# [Work to complete]
The full set of lines below has to be duplicated exactly, with no picture kept.

# [Provided material]
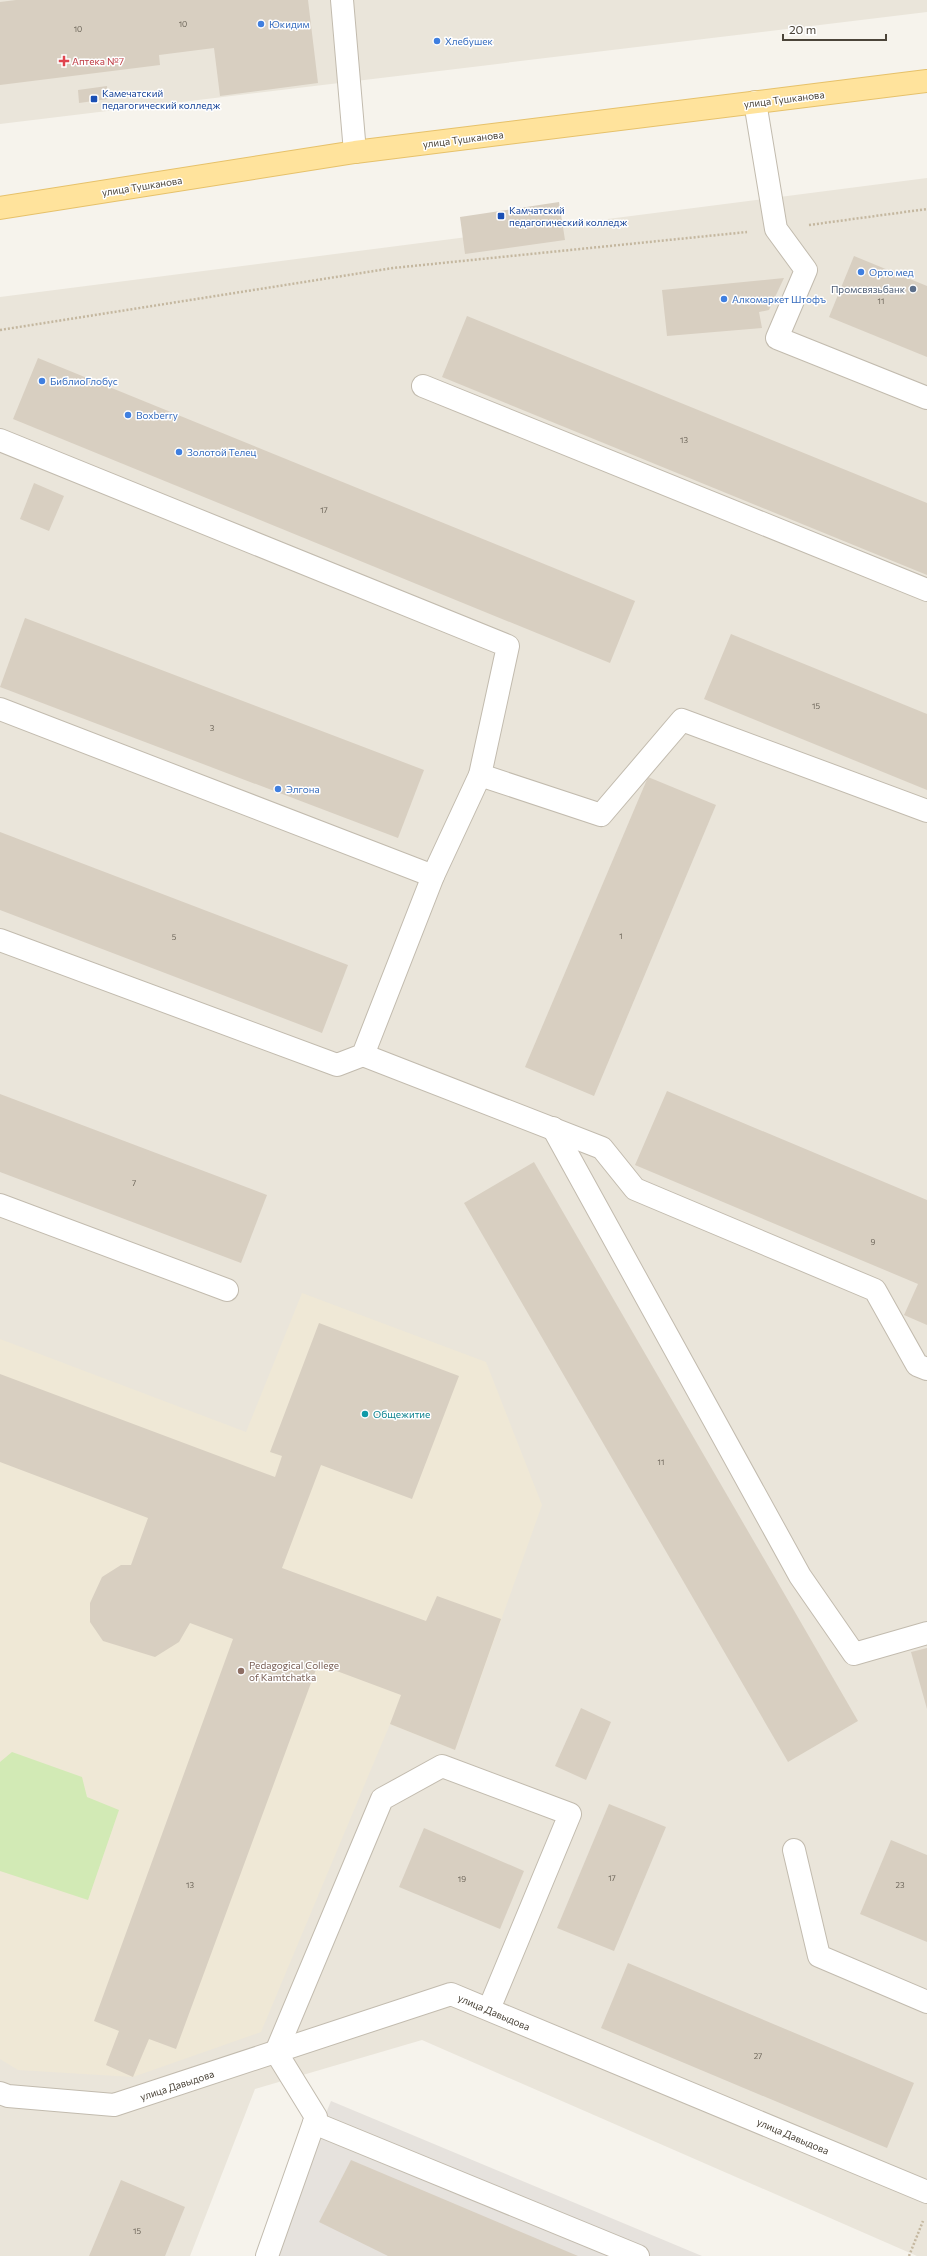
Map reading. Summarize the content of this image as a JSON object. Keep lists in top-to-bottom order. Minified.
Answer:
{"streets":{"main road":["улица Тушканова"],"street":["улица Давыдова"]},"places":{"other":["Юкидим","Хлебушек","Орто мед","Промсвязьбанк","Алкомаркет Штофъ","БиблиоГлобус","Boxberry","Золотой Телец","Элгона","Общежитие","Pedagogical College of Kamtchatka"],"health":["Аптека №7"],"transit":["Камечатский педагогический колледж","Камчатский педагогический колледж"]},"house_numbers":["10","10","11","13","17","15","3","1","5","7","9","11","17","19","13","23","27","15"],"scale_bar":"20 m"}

# [Response box]
Map reading. Summarize the content of this image as a JSON object. Keep lists in top-to-bottom order. Minified.
Answer:
{"streets":{"main road":["улица Тушканова"],"street":["улица Давыдова"]},"places":{"other":["Юкидим","Хлебушек","Орто мед","Промсвязьбанк","Алкомаркет Штофъ","БиблиоГлобус","Boxberry","Золотой Телец","Элгона","Общежитие","Pedagogical College of Kamtchatka"],"health":["Аптека №7"],"transit":["Камечатский педагогический колледж","Камчатский педагогический колледж"]},"house_numbers":["10","10","11","13","17","15","3","1","5","7","9","11","17","19","13","23","27","15"],"scale_bar":"20 m"}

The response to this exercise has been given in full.